29. Les visites annulées de ministres
On n’a pas tous pu les compiler parce qu’on aurait éclaté notre top 30. Du coup, on a rassemblé les moins significatifs ici. Après la promulgation de la réforme des retraites, Emmanuel Macron avait demandé à ses ministres de retourner sur le terrain, notamment en région. On peut dire qu’il a eu du flair. À chaque déplacement, les ministres ont reçu des comités d’accueil faits de slogans anti-Macron, de casserolades ou de coupures d’électricité. Au point que certains d’entre eux ont renoncé à leur visite. Comme, par exemple, la ministre chargée de l’enseignement et de la formation professionnelle, Carole Grandjean, qui a annulé une visite à Toulouse, ou le ministre des Armées, Sébastien Lecornu, qui a renoncé à venir en Loire-Atlantique pour un déplacement chez Naval group Indret.
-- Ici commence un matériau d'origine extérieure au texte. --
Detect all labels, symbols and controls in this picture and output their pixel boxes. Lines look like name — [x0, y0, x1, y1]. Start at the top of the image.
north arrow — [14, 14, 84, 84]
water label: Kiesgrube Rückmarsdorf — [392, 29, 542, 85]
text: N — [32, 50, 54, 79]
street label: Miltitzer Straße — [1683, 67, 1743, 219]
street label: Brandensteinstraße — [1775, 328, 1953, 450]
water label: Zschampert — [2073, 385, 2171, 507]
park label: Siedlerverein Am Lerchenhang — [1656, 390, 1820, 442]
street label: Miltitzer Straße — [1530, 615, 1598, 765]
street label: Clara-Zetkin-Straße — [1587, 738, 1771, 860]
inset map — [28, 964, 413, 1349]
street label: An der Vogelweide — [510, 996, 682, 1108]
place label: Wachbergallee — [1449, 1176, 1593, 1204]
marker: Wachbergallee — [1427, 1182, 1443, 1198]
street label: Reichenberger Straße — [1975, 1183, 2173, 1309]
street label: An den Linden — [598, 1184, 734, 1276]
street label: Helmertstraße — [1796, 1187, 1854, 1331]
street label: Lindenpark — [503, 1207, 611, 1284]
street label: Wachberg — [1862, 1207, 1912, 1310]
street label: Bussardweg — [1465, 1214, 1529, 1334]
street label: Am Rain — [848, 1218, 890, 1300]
28. Confisquer les cartons rouges pour la finale de la Coupe de France
Apaisement, jour 12. Pour montrer sa grande ouverture à la critique, Emmanuel Macron, lancé dans un tour de France de la réconciliation, fait étape au Stade de France. Mais la finale de la Coupe de France, grand rassemblement populaire, tourne à son grand désarroi en nouvelle manifestation contre la réforme des retraites. Heureusement, pour éviter à tout prix de politiser le sport, l’action de la CGT est interdite et tous les cartons rouges distribués aux abords du stade en guise de protestation sont confisqués.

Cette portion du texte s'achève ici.